About this exercise →
From the entries that follow, copy each line in which "Fishing" appears.

Data excerpts

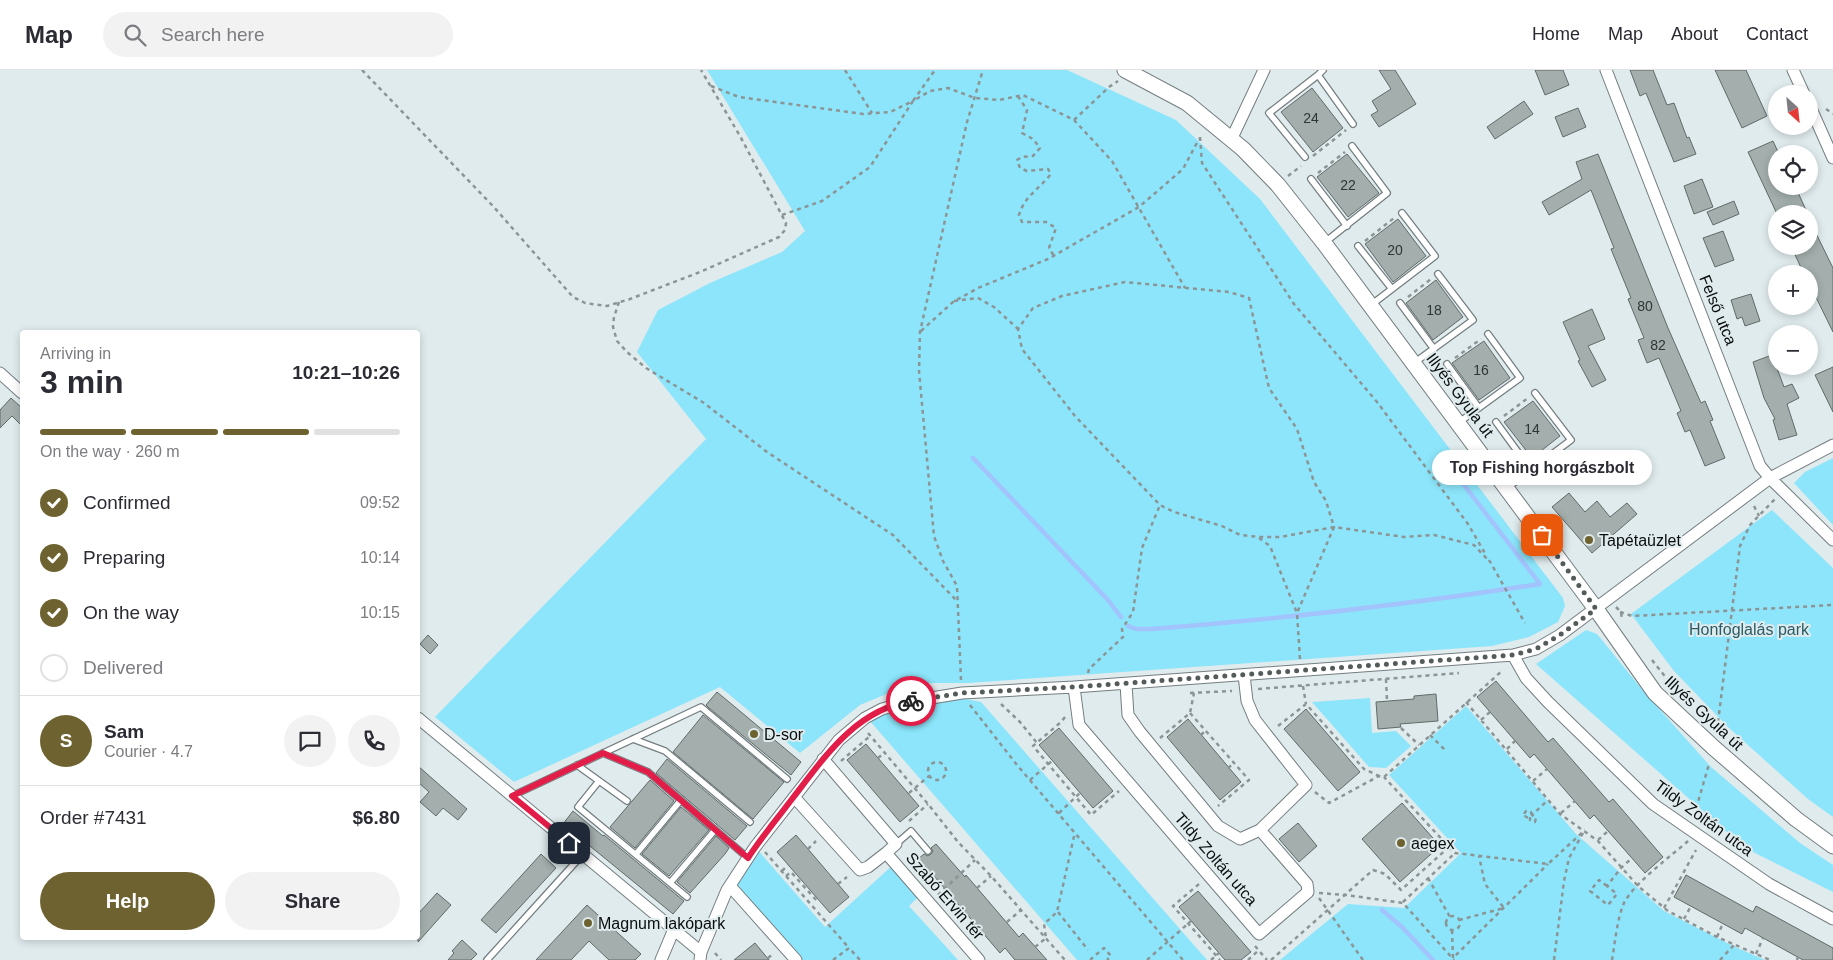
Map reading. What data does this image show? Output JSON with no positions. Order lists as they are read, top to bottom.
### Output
{
  "streets": {
    "street": [
      "Felső utca",
      "Illyés Gyula út",
      "Tildy Zoltán utca",
      "Szabó Ervin tér"
    ]
  },
  "parks": ["Honfoglalás park"],
  "places": [
    "Top Fishing horgászbolt",
    "Tapétaüzlet",
    "D-sor",
    "aegex",
    "Magnum lakópark"
  ],
  "house_numbers": [
    "24",
    "22",
    "20",
    "80",
    "18",
    "82",
    "16",
    "14"
  ],
  "north": "bottom right",
  "page": {
    "header": "Map",
    "search": "Search here",
    "nav": [
      "Home",
      "Map",
      "About",
      "Contact"
    ],
    "map_buttons": ["+", "−"],
    "heading": ["3 min", "Arriving in", "10:21–10:26"],
    "panel": [
      "Sam",
      "Courier · 4.7",
      "Order #7431",
      "$6.80"
    ],
    "bar": "On the way · 260 m",
    "bubble": "Top Fishing horgászbolt",
    "list": [
      ["Confirmed", "09:52"],
      ["Preparing", "10:14"],
      ["On the way", "10:15"],
      "Delivered"
    ],
    "round": "S",
    "buttons": ["Help", "Share"]
  }
}
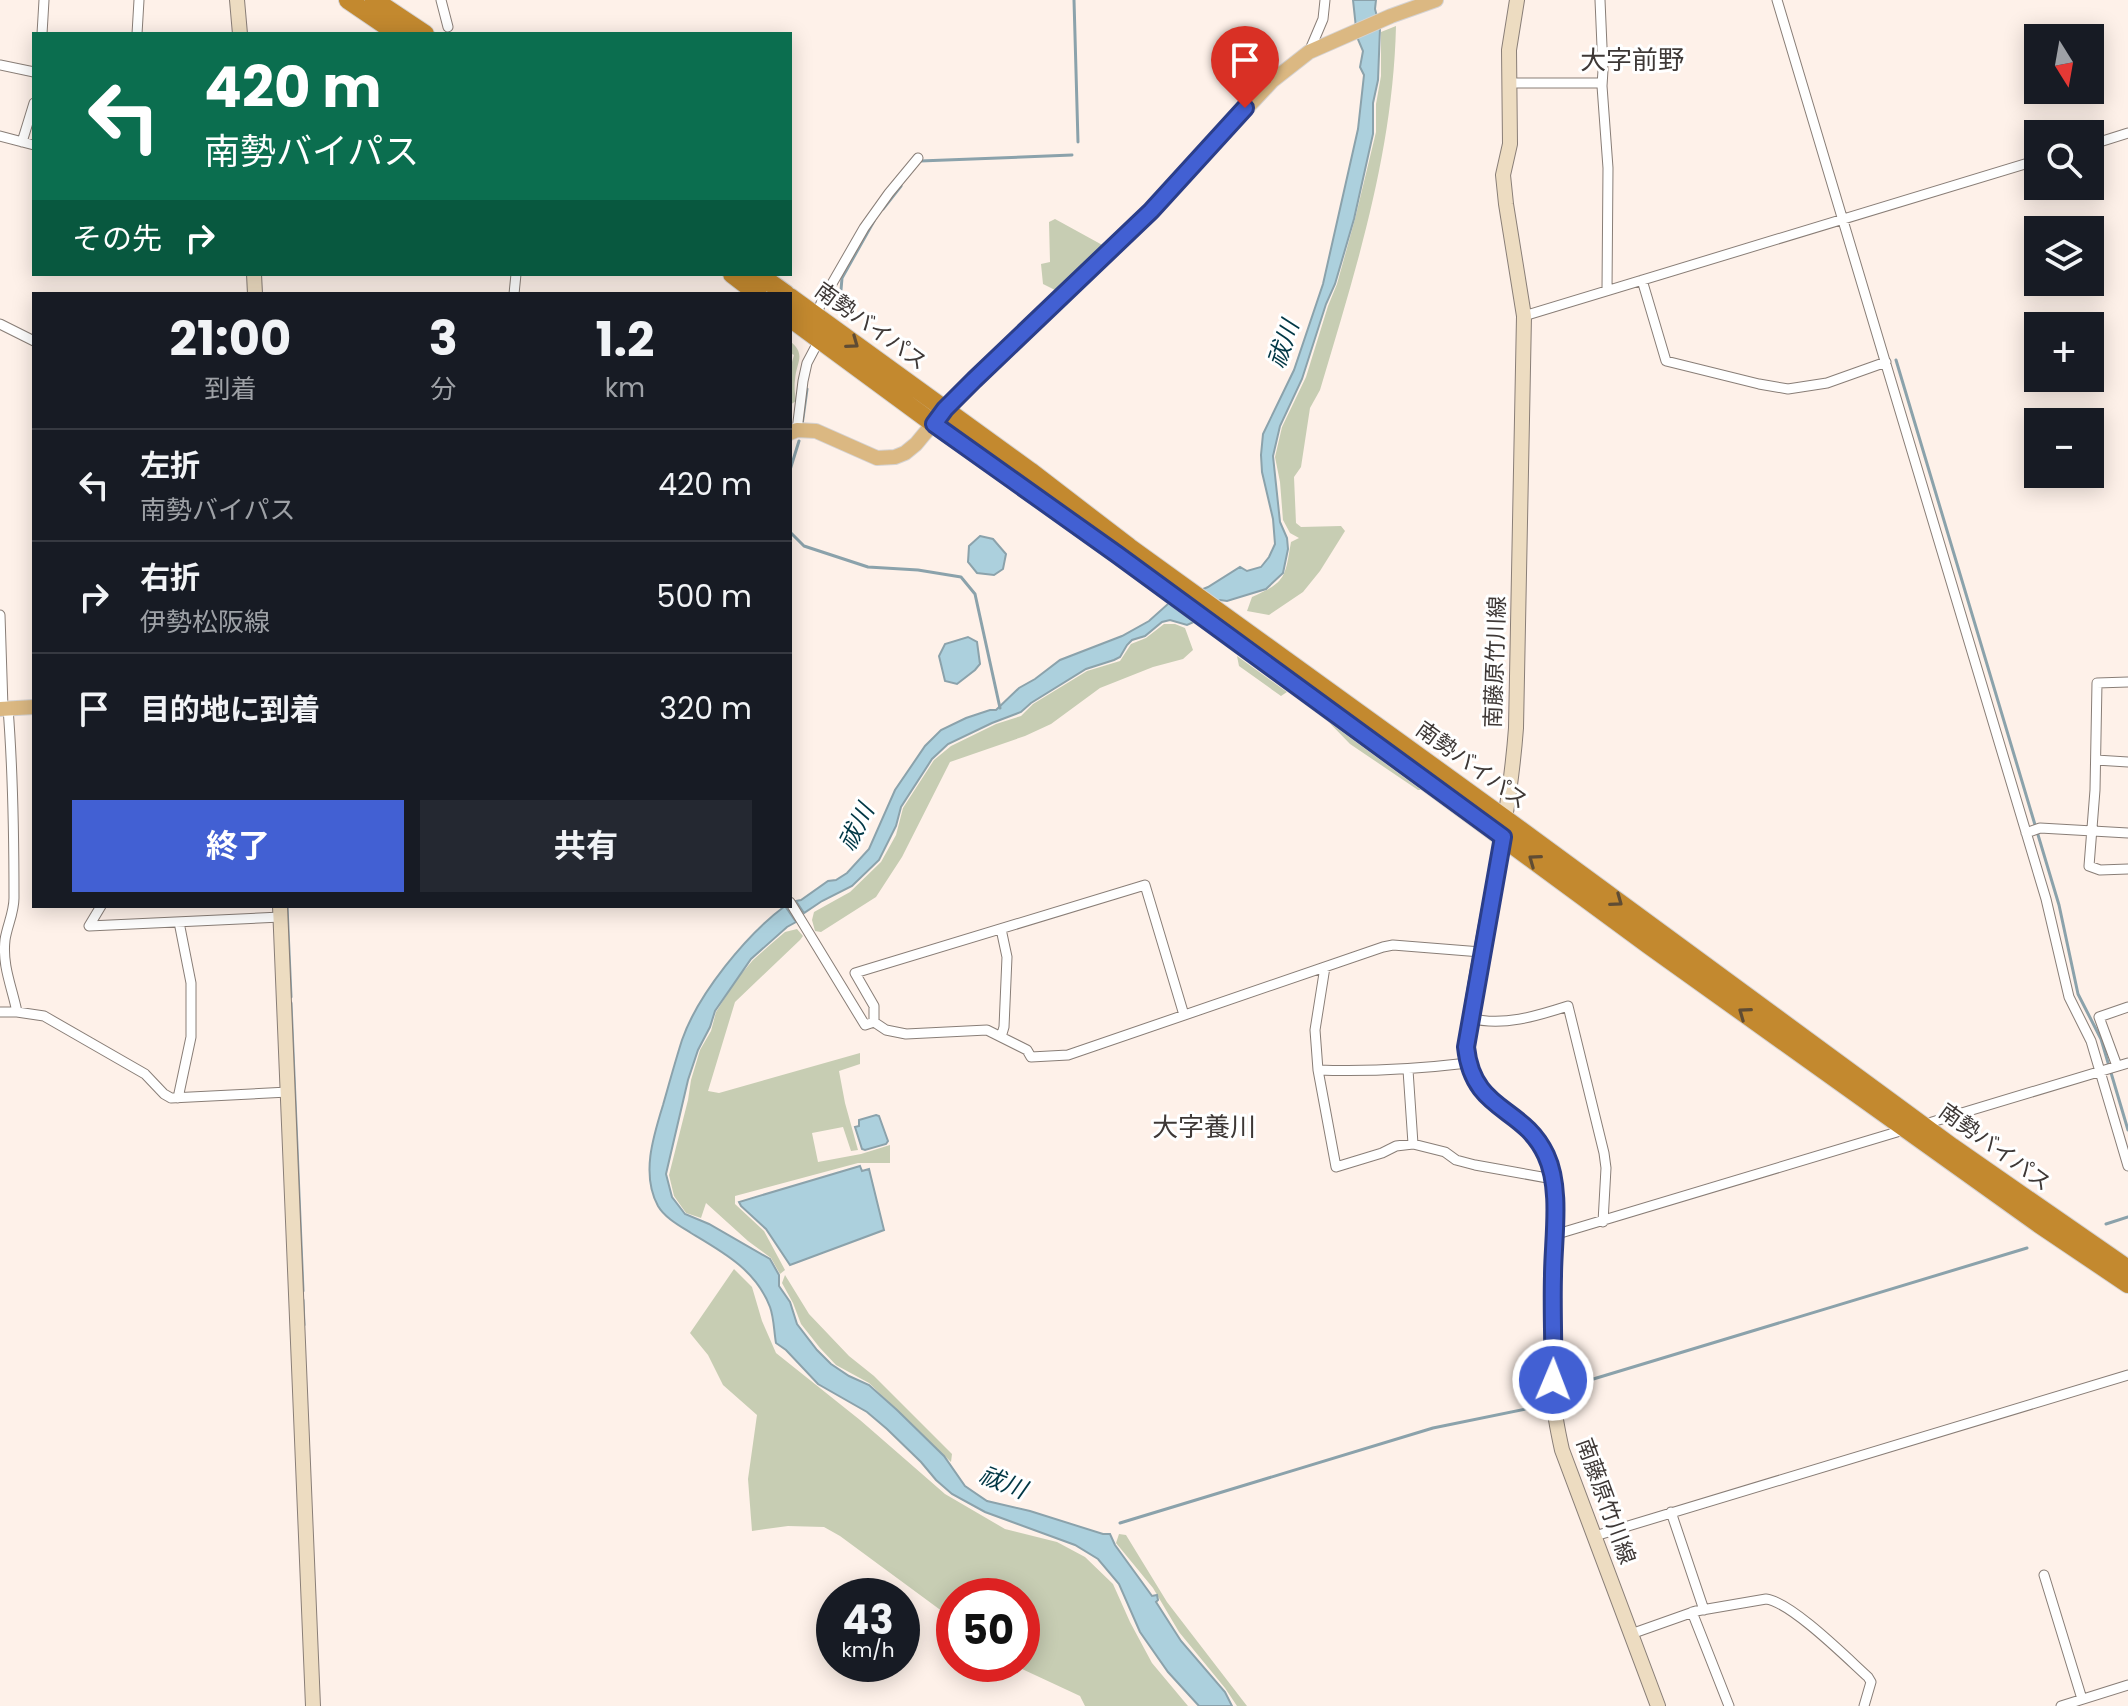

Task answer →
    "Top Fishing horgászbolt",
    "bubble": "Top Fishing horgászbolt",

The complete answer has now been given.